Étonné, le petit Skaven Blanc répondit :
- Je l’ai marquée. Les Skavens font comme ça pour dire « c’est à moi ».
- Eh bien à partir d’aujourd’hui, vous allez arrêter cette habitude répugnante ! Chez les Humains, on fait ses besoins uniquement dans les récipients appropriés, ou à la rigueur en pleine nature, loin des endroits habités, pour que l’odeur ne dérange pas. Et on fait ça à l’abri des regards, dans un coin en privé ! Gare à vous si je vous surprends en train de salir quoi que ce soit ou de poser vos crottes n’importe où, devant tout le monde !
Cette déclaration laissa pantois le jeune homme-rat, habitué à laisser aller ces envies sans la moindre gêne. Il finit pourtant par hocher la tête.
- Je… je vais essayer.
- Parfait.

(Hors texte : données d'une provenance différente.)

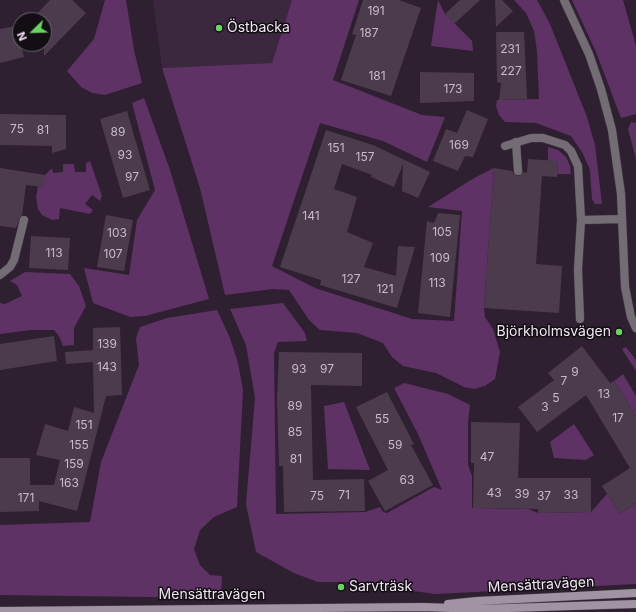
<!DOCTYPE html>
<meta charset="utf-8">
<style>
body{margin:0}
#map{position:relative;width:636px;height:612px;overflow:hidden;background:#2f2031;font-family:Inter,sans-serif}
canvas{display:block}
.north{position:absolute;left:12px;top:12px;width:40px;height:40px;box-sizing:border-box;background:#130d14;border:1px solid #6b636c;border-radius:50%;rotate:247deg;font-size:11px;font-weight:700;line-height:16px;text-align:center;color:#efe5f1}
.north::after{content:'';display:block;margin:auto;width:14px;height:18px;background:#6ad364;clip-path:polygon(50% 0,100% 100%,50% 72%,0 100%)}
</style>
<div id="map">
<canvas width="636" height="612"></canvas>
<div class="north">N</div>
</div>
<script>
const ctx = document.querySelector('canvas').getContext('2d');
ctx.lineJoin = 'round';
function fillPath(path, color) {
  ctx.fillStyle = color;
  ctx.fill(path, 'evenodd');
}
function toPath(rows) {
  const path = new Path2D();
  for (const r of rows) {
    path.moveTo(r[0], r[1]);
    for (let i = 2; i < r.length; i += 2) path.lineTo(r[i], r[i + 1]);
  }
  return path;
}
function strokePath(path, color, width, dash) {
  ctx.strokeStyle = color;
  ctx.lineWidth = width;
  ctx.lineCap = dash ? 'butt' : 'round';
  ctx.setLineDash(dash || []);
  ctx.stroke(path);
}
function drawText(font, color, halo, rows, align = 'center') {
  ctx.font = font + ' Inter,sans-serif';
  ctx.lineWidth = 3;
  ctx.setLineDash([]);
  ctx.textBaseline = 'middle';
  ctx.strokeStyle = halo;
  ctx.fillStyle = color;
  for (const [text, x, y, turn = 0] of rows) {
    ctx.save();
    ctx.translate(x, y);
    ctx.rotate((+turn || 0) * Math.PI / 180);
    ctx.textAlign = isNaN(turn) ? turn : align;
    if (halo) ctx.strokeText(text, 0, 0);
    ctx.fillText(text, 0, 0);
    ctx.restore();
  }
}
fillPath(toPath([
 [153,0,292,0,272,63,162,68]
]), '#3b273e');
fillPath(toPath([
 [105,0,126,0,134,50,142,83,105,95,92,93,81,87,67,71,94,39],
 [292,0,359,0,333,80,422,115,445,117,427,162,383,141,320,123,272,266,315,288,412,319,454,321,462,211,428,207,474,178,494,168,484,308,485,317,493,329,500,352,495,379,485,386,474,389,464,387,436,373,403,366,392,357,383,343,357,333,320,330,309,320,289,290,273,289,225,295,200,188,162,68,272,63],
 [438,0,445,14,472,41,473,51,431,46],
 [514,0,537,0,550,24,587,117,595,145,602,204,595,204,592,199,590,170,582,152,571,136,536,123,505,122,499,115,496,106,497,100,539,99,537,51,534,31,526,13],
 [572,0,623,0,636,46,636,114,621,118,596,52],
 [144,98,170,170,209,299,145,316,130,317,93,303,84,268,129,275,137,220,155,190,132,103],
 [631,122,636,123,636,159,628,129],
 [548,147,558,150,566,157,570,166,571,174,557,174,558,162,548,161],
 [90,161,102,196,100,201,92,195,85,204,93,210,90,214,60,208,59,219,52,220,42,215,38,209,36,197,38,186,45,175,52,168,53,173,63,172,63,164,74,164,75,172,86,172,86,163],
 [25,272,70,274,79,286,86,306,74,328,74,345,63,346,59,336,54,330,31,330,0,334,0,303,5,304,22,296,17,285,10,281],
 [283,303,305,333,307,341,278,342,274,353,276,514,365,512,380,507,383,512,387,513,434,487,442,490,418,434,394,388,404,383,448,394,470,405,468,422,468,465,472,476,472,508,528,509,538,513,591,512,607,494,620,514,636,503,636,584,435,594,385,587,375,582,318,582,294,573,256,552,246,504,255,398,246,345,230,309],
 [217,310,230,338,238,363,243,390,237,507,214,517,200,530,194,549,200,565,210,575,222,576,221,598,0,595,0,525,90,522,101,462,139,365,136,338,140,327,167,318],
 [626,347,636,360,636,371,622,349],
 [623,374,636,396,636,416,614,381],
 [344,402,370,470,328,469,324,406],
 [574,424,594,455,586,460,554,458,550,442]
]), '#5f3265');
fillPath(toPath([
 [50,0,72,0,86,13,44,56,44,20,31,20],
 [363,0,399,0,421,8,391,96,341,80,356,35,352,34],
 [460,0,480,0,454,24,445,14],
 [495,0,502,0,513,11,496,27],
 [16,26,24,57,0,63,0,29],
 [496,32,524,32,527,99,499,100,501,83,497,82],
 [420,72,474,73,474,101,420,103],
 [467,110,488,119,473,157,465,156,458,171,433,161,446,129,457,133],
 [127,111,150,190,123,198,100,119],
 [0,114,66,115,66,149,52,153,52,146,0,145],
 [326,130,373,145,430,172,418,198,402,191,403,164,394,187,371,177,372,175,342,164,334,189,357,197,347,232,373,243,364,267,396,276,398,246,415,247,397,308,320,285,321,280,280,267],
 [528,159,558,161,557,177,542,176,536,264,562,266,559,313,484,308,494,168,512,171,514,174,519,176,523,172,527,173],
 [0,168,45,175,43,187,26,185,22,215,16,228,0,226],
 [438,213,460,215,450,317,418,313,427,221,434,223],
 [106,215,133,220,124,271,97,267],
 [31,236,70,238,68,270,29,268],
 [120,327,122,395,106,396,77,511,39,501,39,511,0,512,0,458,30,458,30,485,54,485,60,460,36,455,45,424,68,431,74,407,94,413,93,362,66,364,65,352,93,350,93,328],
 [54,336,57,361,0,370,0,344],
 [582,346,610,383,614,381,636,416,636,503,620,514,602,486,630,468,586,395,537,432,518,407,554,380,548,373],
 [279,352,362,353,362,386,311,385,313,480,364,479,365,511,284,512,283,466,279,466,277,399],
 [387,392,414,444,411,445,433,485,385,511,368,481,388,470,356,407],
 [471,422,520,423,518,478,591,478,591,512,538,513,538,509,473,508,474,463,471,463]
]), '#4b3b4d');
const lane = toPath([
 [516,142,518,171],
 [0,275,10,267,14,260,24,220]
]);
const street = toPath([
 [564,0,589,54,601,89,612,130,621,194,625,287,631,317,636,328],
 [505,146,531,138,543,138,565,145,571,151,578,166,581,220,622,219],
 [580,319,578,269,581,220]
]);
const secondary = toPath([
 [448,604,477,601,636,593],
 [0,611,424,607,478,609,636,604]
]);
strokePath(lane, '#4a3c4c', 9);
strokePath(street, '#4a3c4c', 9);
strokePath(secondary, '#4a3c4c', 9);
strokePath(lane, '#746c75', 8);
strokePath(street, '#746c75', 8);
strokePath(secondary, '#a093a2', 8);
for (const [x, y, r, color] of [
 [219,28,4,"#6ad364"],
 [619,332,4,"#6ad364"],
 [341,587,4,"#6ad364"]
]) {
  const dot = new Path2D();
  dot.arc(x, y, r, 0, 2 * Math.PI);
  ctx.fillStyle = color;
  ctx.fill(dot);
  strokePath(dot, '#130d14', 1.5);
}
drawText('12px', '#c6bac8', null, [
 ["191",376,11],
 ["187",369,33],
 ["231",510,49],
 ["227",511,71],
 ["181",377,76],
 ["173",453,89],
 ["75",17,129],
 ["81",43,130],
 ["89",118,132],
 ["169",459,145],
 ["151",336,148],
 ["93",125,155],
 ["157",365,157],
 ["97",132,177],
 ["141",311,216],
 ["105",442,232],
 ["103",117,233],
 ["113",54,253],
 ["107",113,254],
 ["109",440,258],
 ["127",351,279],
 ["113",437,283],
 ["121",385,289],
 ["139",107,344],
 ["143",107,367],
 ["93",299,369],
 ["97",327,369],
 ["9",575,372],
 ["7",564,381],
 ["13",604,394],
 ["5",556,398],
 ["89",295,406],
 ["3",545,407],
 ["17",618,418],
 ["55",382,419],
 ["151",84,425],
 ["85",295,432],
 ["155",79,445],
 ["59",395,445],
 ["47",487,457],
 ["81",296,459],
 ["159",74,464],
 ["63",407,480],
 ["163",69,483],
 ["43",494,493],
 ["39",522,494],
 ["71",344,495],
 ["33",571,495],
 ["75",317,496],
 ["37",544,496],
 ["171",26,498]
]);
drawText('14px', '#efe5f1', '#130d14', [
 ["Östbacka",227,28],
 ["Björkholmsvägen",611,332,"right"],
 ["Sarvträsk",349,587]
], 'left');
drawText('14px', '#efe5f1', '#130d14', [
 ["Mensättravägen",541,585,-3],
 ["Mensättravägen",212,595]
]);
</script>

Cela va de pair avec la propreté et les bonnes manières, vous savez.
Puis elle posa encore la main sur son front.
- Maintenant, reposez-vous. Détendez-vous, dormez, et ne pensez plus à rien. Souvenez-vous que tant que vous êtes sous mon toit, il ne pourra absolument rien vous arriver. Vous êtes en sécurité, je vous le promets.
Elle borda le Skaven Blanc, et s’apprêta à sortir de la chambre. Psody murmura :
- Dame Katel ?
- Oui, mon petit raton ?
- Je… Merci.
La vieille dame haussa vaguement les épaules, et referma la porte. Seul dans l’obscurité et le silence de la chambre, il ferma les yeux, et ne tarda pas à s’endormir.